# Dataset excerpts
··········

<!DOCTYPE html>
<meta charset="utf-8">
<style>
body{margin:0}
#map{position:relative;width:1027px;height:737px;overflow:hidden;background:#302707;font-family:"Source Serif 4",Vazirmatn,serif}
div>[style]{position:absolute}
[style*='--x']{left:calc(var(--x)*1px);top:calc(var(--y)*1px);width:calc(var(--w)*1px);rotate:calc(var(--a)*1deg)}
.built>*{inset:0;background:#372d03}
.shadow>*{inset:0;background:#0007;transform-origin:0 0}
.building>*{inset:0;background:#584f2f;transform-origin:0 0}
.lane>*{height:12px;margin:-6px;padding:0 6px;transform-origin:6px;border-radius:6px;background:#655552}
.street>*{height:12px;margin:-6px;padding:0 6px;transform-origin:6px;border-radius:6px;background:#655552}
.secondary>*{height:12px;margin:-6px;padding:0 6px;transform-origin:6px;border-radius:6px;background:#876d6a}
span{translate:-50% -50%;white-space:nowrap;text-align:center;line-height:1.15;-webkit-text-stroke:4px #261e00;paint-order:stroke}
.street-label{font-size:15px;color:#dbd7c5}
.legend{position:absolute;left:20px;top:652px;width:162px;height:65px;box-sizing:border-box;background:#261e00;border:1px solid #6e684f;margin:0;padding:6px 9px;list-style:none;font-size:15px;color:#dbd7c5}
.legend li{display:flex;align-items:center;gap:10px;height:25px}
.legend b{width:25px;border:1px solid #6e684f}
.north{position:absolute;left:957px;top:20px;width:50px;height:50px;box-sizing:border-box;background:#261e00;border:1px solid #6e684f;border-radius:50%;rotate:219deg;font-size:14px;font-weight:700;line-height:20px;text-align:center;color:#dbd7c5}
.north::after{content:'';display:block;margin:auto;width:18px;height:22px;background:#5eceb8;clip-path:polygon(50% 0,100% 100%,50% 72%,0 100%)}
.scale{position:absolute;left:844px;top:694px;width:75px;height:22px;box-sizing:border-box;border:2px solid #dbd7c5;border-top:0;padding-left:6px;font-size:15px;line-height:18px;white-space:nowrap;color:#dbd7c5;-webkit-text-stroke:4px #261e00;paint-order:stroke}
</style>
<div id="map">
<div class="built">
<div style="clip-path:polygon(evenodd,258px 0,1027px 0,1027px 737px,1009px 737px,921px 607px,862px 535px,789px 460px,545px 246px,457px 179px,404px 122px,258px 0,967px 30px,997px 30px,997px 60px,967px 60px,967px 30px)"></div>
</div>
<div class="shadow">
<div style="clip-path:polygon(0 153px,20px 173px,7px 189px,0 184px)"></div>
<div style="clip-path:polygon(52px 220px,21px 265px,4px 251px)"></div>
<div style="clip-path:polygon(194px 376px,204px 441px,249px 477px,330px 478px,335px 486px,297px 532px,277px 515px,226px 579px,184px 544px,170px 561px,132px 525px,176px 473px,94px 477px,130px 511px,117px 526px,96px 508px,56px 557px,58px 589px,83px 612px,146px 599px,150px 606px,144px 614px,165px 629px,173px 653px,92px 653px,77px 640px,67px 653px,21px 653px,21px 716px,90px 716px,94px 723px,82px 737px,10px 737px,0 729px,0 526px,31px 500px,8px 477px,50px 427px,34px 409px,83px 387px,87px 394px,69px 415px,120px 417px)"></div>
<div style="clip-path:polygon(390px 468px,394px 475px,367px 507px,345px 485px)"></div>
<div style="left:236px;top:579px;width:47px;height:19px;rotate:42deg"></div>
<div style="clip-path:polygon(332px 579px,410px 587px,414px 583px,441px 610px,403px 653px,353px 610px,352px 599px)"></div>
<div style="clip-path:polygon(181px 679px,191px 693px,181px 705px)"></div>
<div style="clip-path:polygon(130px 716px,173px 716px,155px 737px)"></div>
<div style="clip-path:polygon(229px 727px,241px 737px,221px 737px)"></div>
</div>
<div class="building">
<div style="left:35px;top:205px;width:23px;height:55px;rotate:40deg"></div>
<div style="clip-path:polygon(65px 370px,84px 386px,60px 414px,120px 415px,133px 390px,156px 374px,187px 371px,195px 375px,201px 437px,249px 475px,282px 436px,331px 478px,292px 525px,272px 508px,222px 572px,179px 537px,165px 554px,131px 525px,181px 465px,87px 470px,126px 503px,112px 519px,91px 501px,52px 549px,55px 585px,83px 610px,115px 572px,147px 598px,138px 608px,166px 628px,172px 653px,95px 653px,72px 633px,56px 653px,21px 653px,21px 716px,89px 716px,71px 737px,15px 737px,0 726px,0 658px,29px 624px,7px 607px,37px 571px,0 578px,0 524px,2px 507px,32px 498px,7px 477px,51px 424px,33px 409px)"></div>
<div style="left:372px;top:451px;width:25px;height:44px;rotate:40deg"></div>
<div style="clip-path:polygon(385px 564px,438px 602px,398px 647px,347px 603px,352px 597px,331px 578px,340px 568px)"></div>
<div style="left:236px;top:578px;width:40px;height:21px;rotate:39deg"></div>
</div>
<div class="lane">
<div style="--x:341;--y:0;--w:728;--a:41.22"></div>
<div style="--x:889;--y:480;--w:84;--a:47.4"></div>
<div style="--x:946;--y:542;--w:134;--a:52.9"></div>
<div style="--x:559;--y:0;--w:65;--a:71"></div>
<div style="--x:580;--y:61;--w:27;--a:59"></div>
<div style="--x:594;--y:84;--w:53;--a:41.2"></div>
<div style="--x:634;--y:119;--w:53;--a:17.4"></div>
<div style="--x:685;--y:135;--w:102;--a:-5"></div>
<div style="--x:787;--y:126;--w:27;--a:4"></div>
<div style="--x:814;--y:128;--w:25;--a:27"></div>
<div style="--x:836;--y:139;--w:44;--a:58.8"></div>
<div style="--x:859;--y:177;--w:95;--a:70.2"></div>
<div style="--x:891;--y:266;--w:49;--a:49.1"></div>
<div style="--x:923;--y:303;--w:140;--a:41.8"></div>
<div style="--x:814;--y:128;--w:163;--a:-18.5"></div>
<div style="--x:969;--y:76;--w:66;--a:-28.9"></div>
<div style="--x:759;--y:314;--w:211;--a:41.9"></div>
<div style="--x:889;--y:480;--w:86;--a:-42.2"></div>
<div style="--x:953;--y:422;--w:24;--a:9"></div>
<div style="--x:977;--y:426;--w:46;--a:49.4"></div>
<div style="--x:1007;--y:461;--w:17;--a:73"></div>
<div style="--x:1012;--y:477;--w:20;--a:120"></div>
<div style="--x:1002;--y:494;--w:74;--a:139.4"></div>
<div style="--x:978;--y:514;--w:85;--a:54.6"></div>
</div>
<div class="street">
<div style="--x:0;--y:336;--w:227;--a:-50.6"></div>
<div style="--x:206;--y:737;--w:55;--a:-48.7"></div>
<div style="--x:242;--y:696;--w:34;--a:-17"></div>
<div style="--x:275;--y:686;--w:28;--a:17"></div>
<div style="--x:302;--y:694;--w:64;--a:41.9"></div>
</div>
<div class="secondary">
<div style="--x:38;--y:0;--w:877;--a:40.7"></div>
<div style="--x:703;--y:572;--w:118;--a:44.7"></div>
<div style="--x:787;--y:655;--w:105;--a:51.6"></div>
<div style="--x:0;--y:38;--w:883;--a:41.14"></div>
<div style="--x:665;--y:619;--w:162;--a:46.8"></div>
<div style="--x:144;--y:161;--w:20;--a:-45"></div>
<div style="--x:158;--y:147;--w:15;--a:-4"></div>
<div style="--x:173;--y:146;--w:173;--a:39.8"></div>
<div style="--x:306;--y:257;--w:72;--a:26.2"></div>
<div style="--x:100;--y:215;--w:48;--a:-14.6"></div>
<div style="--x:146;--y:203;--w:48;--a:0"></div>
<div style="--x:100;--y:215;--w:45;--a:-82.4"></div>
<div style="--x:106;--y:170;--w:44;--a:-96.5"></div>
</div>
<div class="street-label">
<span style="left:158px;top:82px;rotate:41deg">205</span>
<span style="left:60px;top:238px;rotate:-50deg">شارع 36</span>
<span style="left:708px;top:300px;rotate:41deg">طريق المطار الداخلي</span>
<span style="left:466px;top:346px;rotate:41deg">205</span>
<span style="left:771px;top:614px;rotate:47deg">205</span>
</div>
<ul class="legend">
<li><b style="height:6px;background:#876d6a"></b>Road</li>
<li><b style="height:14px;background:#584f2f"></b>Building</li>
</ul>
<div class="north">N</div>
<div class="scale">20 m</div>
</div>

··········

# Exercise details
Scan the material line by line and report each one that contains "shadow".

# Answer for this exercise
.shadow>*{inset:0;background:#0007;transform-origin:0 0}
<div class="shadow">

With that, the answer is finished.